Infectious Disease Research Institute Awarded BARDA Funding for Development of Intranasal Influenza RNA Vaccine
- Funds for proof-of-concept of an RNA vaccine administered as a spray up the nose, eliminating the need for needles and syringes.
- The influenza vaccine will be developed on IDRI’s thermostable RNA platform, which has demonstrated for other vaccine constructs the ability to be stored at refrigerated or room temperatures for at least 6 months.
- Intranasal RNA vaccines that do not require a deep cold chain for transport and storage can be developed for other diseases on IDRI’s platform, if successful.
SEATTLE--(BUSINESS WIRE)-- The Infectious Disease Research Institute (IDRI), a Seattle-based non-profit biotech research institute, announced today a contract with the Biomedical Advanced Research and Development Authority (BARDA) DRIVe (Division of Research, Innovation, and Ventures) “Beyond the Needle” program to develop an intranasally delivered RNA vaccine for pandemic influenza.
Beyond the Needle funds the development of new technologies to make vaccine and therapeutic administration easier, to ultimately create globally accessible vaccines. The development of an intranasally administered flu vaccine using IDRI’s RNA vaccine platform could improve RNA vaccine protection against respiratory viruses, remove the need for the deep cold chain that makes RNA vaccines inaccessible to low-and-middle income countries (LMICs), and alleviate fears in needle-hesitant individuals. BARDA entered into a contract with IDRI for the development of an intranasal RNA vaccine platform with long-term storage stability using H5N1 influenza as an initial proof-of-concept target.
“IDRI’s RNA platform has enhanced stability compared to current RNA vaccines, which directly addresses the challenges of cold chain distribution, allowing for increased access to vaccines in places where freezers and even refrigeration are not always readily available,” said Alana Gerhardt, PhD, Senior Manager of Process Development, who will support optimizing the vaccine platform for thermostability and intranasal delivery.
“Intranasal administration of RNA vaccines may offer improved protection against respiratory pathogens – as well as easier administration and potentially higher uptake rates – relative to injected vaccines,” said Emily Voigt, PhD, Senior Manager of the RNA program. “Potent vaccines combined with ease of administration, even by non-trained medical staff, and increased stability means we can more quickly reach more people and offer the protection needed from respiratory viruses, regardless of where you live.”
IDRI will deliver results of its BARDA-funded research as project milestones are met throughout the 2-year contract. IDRI plans to build on this work to make potent RNA vaccines cheaper and easier to manufacture, store, ship, and administer across the world.
This project has been funded in whole or in part with federal funds from the Department of Health and Human Services; Office of the Assistant Secretary for Preparedness and Response; Biomedical Advanced Research and Development Authority, under contract number 75A50121C00087.

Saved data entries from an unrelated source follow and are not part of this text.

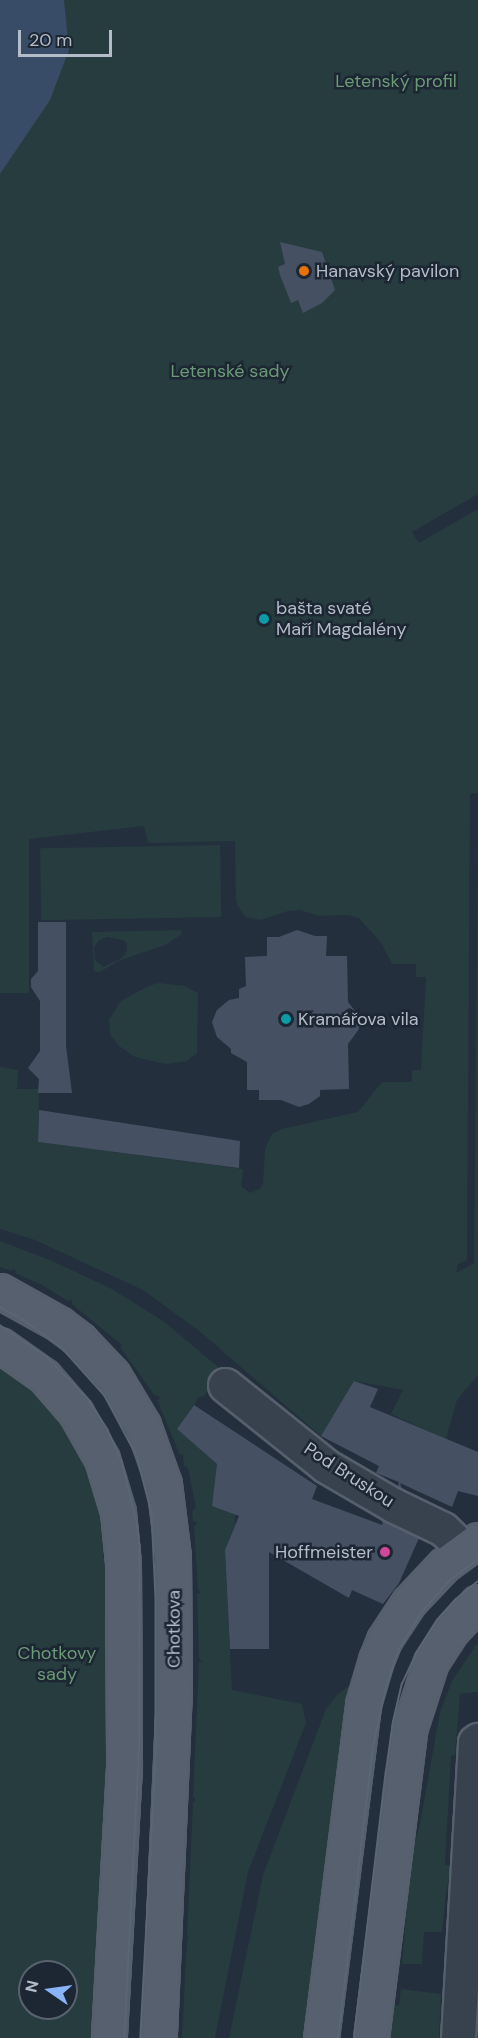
<!DOCTYPE html>
<html>
<head>
<meta charset="utf-8">
<style>
	body { margin:0 }
	#map { position:relative; width:478px; height:2038px; overflow:hidden; background:#242f3e; font-family:"DM Sans",sans-serif }
	div>[style] { position:absolute }
	.green>* { inset:0; background:#263c3f; transform-origin:0 0 }
	.water>* { inset:0; background:#394c67 }
	.building>* { inset:0; background:#455162 }
	.roads { filter:drop-shadow(2px 0 #565f6c) drop-shadow(-2px 0 #565f6c) drop-shadow(0 2px #565f6c) drop-shadow(0 -2px #565f6c) }
	.minor>* { height:33px; margin:-16.5px; padding:0 16.5px; transform-origin:16.5px; border-radius:16.5px; background:#38414e }
	.major>* { height:33px; margin:-16.5px; padding:0 16.5px; transform-origin:16.5px; border-radius:16.5px; background:#56606e }
	.tram>* { height:1.5px; margin:-0.75px; padding:0 0.75px; transform-origin:0.75px; border-radius:0.75px; background:#5a6575 }
	.dots>* { width:16px; height:16px; translate:-50% -50%; box-sizing:border-box; border:3px solid #1d2633; border-radius:50% }
	span { translate:-50% -50%; white-space:nowrap; text-align:center; line-height:1.15; -webkit-text-stroke:5px #1d2633; paint-order:stroke }
	.park-label { font-size:18px; color:#6b9a76 }
	.poi-label { font-size:18px; color:#b4bcc9 }
	.left { translate:0 -50%; text-align:left }
	.right { translate:-100% -50%; text-align:right }
	.street-label { font-size:18px; color:#b4bcc9 }
	.north { position:absolute; left:18px; top:1960px; width:60px; height:60px; box-sizing:border-box; background:#1d2633; border:2px solid #59626f; border-radius:50%; rotate:283deg; font-size:16px; font-weight:700; line-height:24px; text-align:center; color:#b4bcc9 }
	.north::after { content:''; display:block; margin:auto; width:21px; height:27px; background:#8ab4f8; clip-path:polygon(50% 0,100% 100%,50% 72%,0 100%) }
	.scale { position:absolute; left:18px; top:30px; width:94px; height:27px; box-sizing:border-box; border:3px solid #b4bcc9; border-top:0; padding-left:8px; font-size:18px; line-height:21px; white-space:nowrap; color:#b4bcc9; -webkit-text-stroke:4px #1d2633; paint-order:stroke }
</style>
</head>
<body>
<div id="map">
	<div class="green">
		<i style="clip-path:polygon(0 0,478px 0,478px 494px,412px 532px,419px 543px,478px 509px,478px 793px,470px 794px,467px 1260px,458px 1264px,456px 1273px,474px 1263px,478px 837px,478px 1375px,457px 1400px,446px 1439px,391px 1414px,403px 1390px,355px 1381px,321px 1436px,198px 1330px,143px 1290px,35px 1240px,0 1229px,0 1067px,18px 1070px,17px 1089px,39px 1089px,38px 1142px,243px 1169px,241px 1186px,250px 1193px,260px 1189px,263px 1183px,265px 1149px,272px 1134px,282px 1129px,358px 1112px,382px 1082px,412px 1082px,412px 1070px,421px 1070px,426px 977px,416px 977px,416px 964px,392px 964px,382px 944px,359px 918px,348px 915px,319px 916px,300px 910px,288px 911px,261px 920px,246px 917px,237px 905px,236px 897px,235px 841px,148px 843px,144px 826px,29px 839px,29px 993px,0 993px)"></i>
		<i style="left:220px;top:845px;width:72px;height:180px;rotate:89deg"></i>
		<i style="clip-path:polygon(evenodd,181px 930px,182px 934px,165px 945px,118px 961px,100px 972px,94px 971px,92px 932px,181px 930px,108px 937px,123px 940px,127px 943px,127px 951px,122px 958px,103px 967px,95px 960px,94px 948px,99px 940px,108px 937px)"></i>
		<i style="clip-path:polygon(159px 983px,185px 986px,198px 993px,197px 1053px,187px 1061px,166px 1064px,135px 1057px,119px 1046px,110px 1034px,109px 1019px,121px 1001px,148px 986px)"></i>
		<i style="clip-path:polygon(0 1241px,50px 1260px,112px 1289px,163px 1321px,217px 1366px,220px 1372px,219px 1378px,203px 1397px,200px 1396px,177px 1429px,217px 1464px,235px 1514px,235px 1525px,225px 1550px,232px 1690px,302px 1704px,306px 1723px,248px 1872px,215px 2038px,182px 2038px,187px 1939px,189px 1938px,187px 1934px,193px 1802px,195px 1802px,195px 1797px,193px 1797px,199px 1663px,202px 1662px,199px 1658px,197px 1594px,201px 1593px,198px 1589px,194px 1526px,197px 1525px,196px 1521px,193px 1521px,192px 1511px,196px 1507px,188px 1468px,184px 1466px,183px 1454px,180px 1455px,157px 1400px,160px 1399px,158px 1395px,155px 1396px,120px 1347px,122px 1345px,73px 1305px,71px 1299px,68px 1301px,40px 1284px,15px 1273px,16px 1270px,12px 1269px,11px 1271px,0 1267px)"></i>
		<i style="clip-path:polygon(evenodd,0 1355px,61px 1407px,107px 1497px,103px 1557px,112px 1559px,115px 1769px,100px 1900px,98px 2038px,0 2038px,0 1355px,30px 1972px,66px 1972px,66px 2008px,30px 2008px,30px 1972px)"></i>
		<i style="clip-path:polygon(478px 1642px,478px 1692px,460px 1694px,455px 1755px,451px 1756px,445px 1865px,452px 1866px,446px 1892px,442px 1932px,424px 1932px,422px 1964px,402px 1964px,407px 1906px,399px 1896px,420px 1824px,440px 1712px,452px 1681px)"></i>
		<i style="clip-path:polygon(355px 1681px,315px 2038px,229px 2038px,263px 1875px,326px 1709px,337px 1695px)"></i>
		<i style="clip-path:polygon(401px 1989px,441px 1994px,439px 2038px,384px 2038px,388px 2006px,399px 2005px)"></i>
	</div>
	<div class="water">
		<i style="clip-path:polygon(0 0,64px 0,69px 50px,50px 100px,0 174px)"></i>
	</div>
	<div class="building">
		<i style="clip-path:polygon(280px 242px,322px 252px,335px 290px,322px 303px,303px 313px,298px 300px,291px 303px,280px 275px,278px 267px,285px 264px)"></i>
		<i style="clip-path:polygon(38px 922px,66px 922px,66px 1046px,72px 1093px,38px 1093px,39px 1079px,28px 1068px,40px 1051px,40px 1001px,31px 987px,31px 979px,38px 971px)"></i>
		<i style="clip-path:polygon(297px 930px,315px 936px,327px 936px,326px 956px,347px 956px,348px 1002px,359px 1016px,359px 1029px,348px 1044px,349px 1089px,320px 1090px,320px 1096px,309px 1104px,299px 1107px,281px 1100px,259px 1100px,259px 1090px,247px 1090px,247px 1062px,231px 1053px,231px 1049px,217px 1037px,212px 1022px,217px 1010px,229px 1000px,239px 998px,239px 989px,246px 986px,245px 957px,267px 956px,267px 937px,279px 937px)"></i>
		<i style="clip-path:polygon(39px 1110px,240px 1141px,239px 1168px,38px 1142px)"></i>
		<i style="clip-path:polygon(354px 1381px,378px 1389px,370px 1407px,478px 1452px,478px 1496px,458px 1491px,452px 1507px,400px 1483px,402px 1489px,398px 1486px,399px 1482px,376px 1473px,379px 1466px,321px 1436px)"></i>
		<i style="clip-path:polygon(194px 1405px,317px 1486px,312px 1499px,382px 1525px,383px 1521px,419px 1538px,399px 1583px,383px 1604px,352px 1590px,349px 1598px,269px 1552px,269px 1649px,230px 1649px,225px 1550px,239px 1516px,212px 1506px,217px 1464px,177px 1429px)"></i>
	</div>
	<div class="roads">
		<div class="minor">
			<i style="left:225px;top:1385px;width:129px;rotate:38.7deg"></i>
			<i style="left:326px;top:1466px;width:78px;rotate:30.2deg"></i>
			<i style="left:393px;top:1505px;width:55px;rotate:25.6deg"></i>
			<i style="left:443px;top:1529px;width:29px;rotate:44deg"></i>
			<i style="left:458px;top:2038px;width:296px;rotate:-86.7deg"></i>
			<i style="left:475px;top:1742px;width:4px;rotate:-34deg"></i>
		</div>
		<div class="major">
			<i style="left:0;top:1291px;width:68px;rotate:29.2deg"></i>
			<i style="left:59px;top:1324px;width:26px;rotate:37deg"></i>
			<i style="left:80px;top:1340px;width:48px;rotate:46.7deg"></i>
			<i style="left:113px;top:1375px;width:58px;rotate:59deg"></i>
			<i style="left:143px;top:1425px;width:63px;rotate:70.4deg"></i>
			<i style="left:164px;top:1484px;width:73px;rotate:82.9deg"></i>
			<i style="left:173px;top:1556px;width:134px;rotate:89.6deg"></i>
			<i style="left:174px;top:1690px;width:348px;rotate:92.5deg"></i>
			<i style="left:0;top:1345px;width:54px;rotate:35.2deg"></i>
			<i style="left:44px;top:1376px;width:49px;rotate:49.1deg"></i>
			<i style="left:76px;top:1413px;width:53px;rotate:60.5deg"></i>
			<i style="left:102px;top:1459px;width:55px;rotate:73.2deg"></i>
			<i style="left:118px;top:1512px;width:51px;rotate:84.4deg"></i>
			<i style="left:123px;top:1563px;width:204px;rotate:89.7deg"></i>
			<i style="left:124px;top:1767px;width:271px;rotate:93.2deg"></i>
			<i style="left:321px;top:2038px;width:337px;rotate:-82.8deg"></i>
			<i style="left:363px;top:1704px;width:46px;rotate:-73.5deg"></i>
			<i style="left:376px;top:1660px;width:22px;rotate:-68deg"></i>
			<i style="left:384px;top:1640px;width:45px;rotate:-56.7deg"></i>
			<i style="left:409px;top:1602px;width:51px;rotate:-46.6deg"></i>
			<i style="left:444px;top:1565px;width:42px;rotate:-36.3deg"></i>
			<i style="left:371px;top:2038px;width:313px;rotate:-82.9deg"></i>
			<i style="left:410px;top:1727px;width:68px;rotate:-72.1deg"></i>
			<i style="left:431px;top:1662px;width:38px;rotate:-57deg"></i>
			<i style="left:452px;top:1630px;width:38px;rotate:-47deg"></i>
		</div>
	</div>
	<div class="tram">
		<i style="left:0;top:1307px;width:26px;rotate:28deg"></i>
		<i style="left:23px;top:1319px;width:49px;rotate:36.6deg"></i>
		<i style="left:62px;top:1348px;width:64px;rotate:48.1deg"></i>
		<i style="left:105px;top:1396px;width:68px;rotate:61.9deg"></i>
		<i style="left:137px;top:1456px;width:59px;rotate:75.3deg"></i>
		<i style="left:152px;top:1513px;width:84px;rotate:87.3deg"></i>
		<i style="left:156px;top:1597px;width:160px;rotate:90deg"></i>
		<i style="left:156px;top:1757px;width:281px;rotate:93.1deg"></i>
		<i style="left:0;top:1325px;width:57px;rotate:34.2deg"></i>
		<i style="left:47px;top:1357px;width:59px;rotate:45.7deg"></i>
		<i style="left:88px;top:1399px;width:37px;rotate:57deg"></i>
		<i style="left:108px;top:1430px;width:34px;rotate:66deg"></i>
		<i style="left:122px;top:1461px;width:63px;rotate:76.2deg"></i>
		<i style="left:137px;top:1522px;width:24px;rotate:83deg"></i>
		<i style="left:140px;top:1546px;width:191px;rotate:90deg"></i>
		<i style="left:140px;top:1737px;width:301px;rotate:92.9deg"></i>
		<i style="left:338px;top:2038px;width:298px;rotate:-83.1deg"></i>
		<i style="left:374px;top:1742px;width:56px;rotate:-77.7deg"></i>
		<i style="left:386px;top:1687px;width:40px;rotate:-71.1deg"></i>
		<i style="left:399px;top:1649px;width:44px;rotate:-58.1deg"></i>
		<i style="left:422px;top:1612px;width:41px;rotate:-48.9deg"></i>
		<i style="left:449px;top:1581px;width:36px;rotate:-37deg"></i>
		<i style="left:354px;top:2038px;width:269px;rotate:-83.2deg"></i>
		<i style="left:386px;top:1771px;width:49px;rotate:-81.9deg"></i>
		<i style="left:393px;top:1722px;width:39px;rotate:-77deg"></i>
		<i style="left:402px;top:1684px;width:35px;rotate:-65deg"></i>
		<i style="left:417px;top:1652px;width:38px;rotate:-58deg"></i>
		<i style="left:437px;top:1620px;width:28px;rotate:-48deg"></i>
		<i style="left:456px;top:1599px;width:28px;rotate:-39deg"></i>
	</div>
	<div class="dots">
		<i style="left:304px;top:271px;background:#e8710a"></i>
		<i style="left:264px;top:619px;background:#0f9aa8"></i>
		<i style="left:286px;top:1019px;background:#0f9aa8"></i>
		<i style="left:385px;top:1552px;background:#d1479c"></i>
	</div>
	<div class="park-label">
		<span style="left:396px;top:81px">Letenský profil</span>
		<span style="left:230px;top:371px">Letenské sady</span>
		<span style="left:57px;top:1664px">Chotkovy<br>sady</span>
	</div>
	<div class="poi-label">
		<span class="left" style="left:316px;top:271px">Hanavský pavilon</span>
		<span class="left" style="left:276px;top:619px">bašta svaté<br>Maří Magdalény</span>
		<span class="left" style="left:298px;top:1019px">Kramářova vila</span>
		<span class="right" style="left:373px;top:1552px">Hoffmeister</span>
	</div>
	<div class="street-label">
		<span style="left:349px;top:1475px;rotate:33deg">Pod Bruskou</span>
		<span style="left:174px;top:1629px;rotate:-90deg">Chotkova</span>
	</div>
	<div class="north">N</div>
	<div class="scale">20 m</div>
</div>
</body>
</html>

IDRI is a nonprofit biotech organization located in Seattle, Washington that combines high-quality scientific research with product development and manufacturing capabilities to help combat some of the world’s deadliest diseases, including COVID-19. For nearly three decades, much of IDRI’s work has been focused on creating immune-enhancing technologies that improve the body’s natural response to disease. It is IDRI’s mission to make these technologies widely available at a low cost and to build a world in which every person has access to the tools that harness their immune systems and allow for a long, healthy life free of disease.